Records for the exercise
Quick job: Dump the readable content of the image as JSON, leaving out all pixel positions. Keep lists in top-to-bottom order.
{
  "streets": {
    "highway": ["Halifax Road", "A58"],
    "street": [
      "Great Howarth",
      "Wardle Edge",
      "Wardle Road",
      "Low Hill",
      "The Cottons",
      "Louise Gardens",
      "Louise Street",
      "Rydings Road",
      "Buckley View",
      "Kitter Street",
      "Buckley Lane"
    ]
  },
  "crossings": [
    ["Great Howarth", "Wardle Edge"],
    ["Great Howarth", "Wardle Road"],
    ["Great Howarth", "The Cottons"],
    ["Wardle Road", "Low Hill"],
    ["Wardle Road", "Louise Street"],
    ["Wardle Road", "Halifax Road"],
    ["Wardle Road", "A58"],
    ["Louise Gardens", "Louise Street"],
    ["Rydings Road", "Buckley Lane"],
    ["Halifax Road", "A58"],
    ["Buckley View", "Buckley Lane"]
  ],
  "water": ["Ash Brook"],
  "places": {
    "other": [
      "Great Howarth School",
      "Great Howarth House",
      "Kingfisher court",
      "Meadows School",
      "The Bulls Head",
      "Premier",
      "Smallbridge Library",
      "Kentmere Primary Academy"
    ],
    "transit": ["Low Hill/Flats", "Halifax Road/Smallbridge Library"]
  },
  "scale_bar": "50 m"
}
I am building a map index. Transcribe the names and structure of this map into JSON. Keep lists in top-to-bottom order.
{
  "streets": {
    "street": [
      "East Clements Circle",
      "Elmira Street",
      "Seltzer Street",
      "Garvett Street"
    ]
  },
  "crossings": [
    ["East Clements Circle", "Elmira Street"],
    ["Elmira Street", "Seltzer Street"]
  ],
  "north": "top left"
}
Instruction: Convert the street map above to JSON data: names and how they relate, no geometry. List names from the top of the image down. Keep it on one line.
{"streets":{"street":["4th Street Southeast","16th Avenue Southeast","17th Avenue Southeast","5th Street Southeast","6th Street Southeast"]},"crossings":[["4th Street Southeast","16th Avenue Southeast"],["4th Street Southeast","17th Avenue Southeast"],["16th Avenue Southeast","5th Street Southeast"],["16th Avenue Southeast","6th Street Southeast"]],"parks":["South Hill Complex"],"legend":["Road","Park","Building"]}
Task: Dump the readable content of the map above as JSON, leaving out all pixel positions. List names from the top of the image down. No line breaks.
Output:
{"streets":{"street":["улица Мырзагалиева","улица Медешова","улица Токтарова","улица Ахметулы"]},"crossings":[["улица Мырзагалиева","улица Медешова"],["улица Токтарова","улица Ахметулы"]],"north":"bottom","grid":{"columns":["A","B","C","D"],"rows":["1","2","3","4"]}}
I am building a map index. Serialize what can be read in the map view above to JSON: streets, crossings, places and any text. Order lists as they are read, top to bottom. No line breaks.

Problem statement
Considering the records line by line, how many lines hold the string "breaks"? Say only the number.

Your solution
2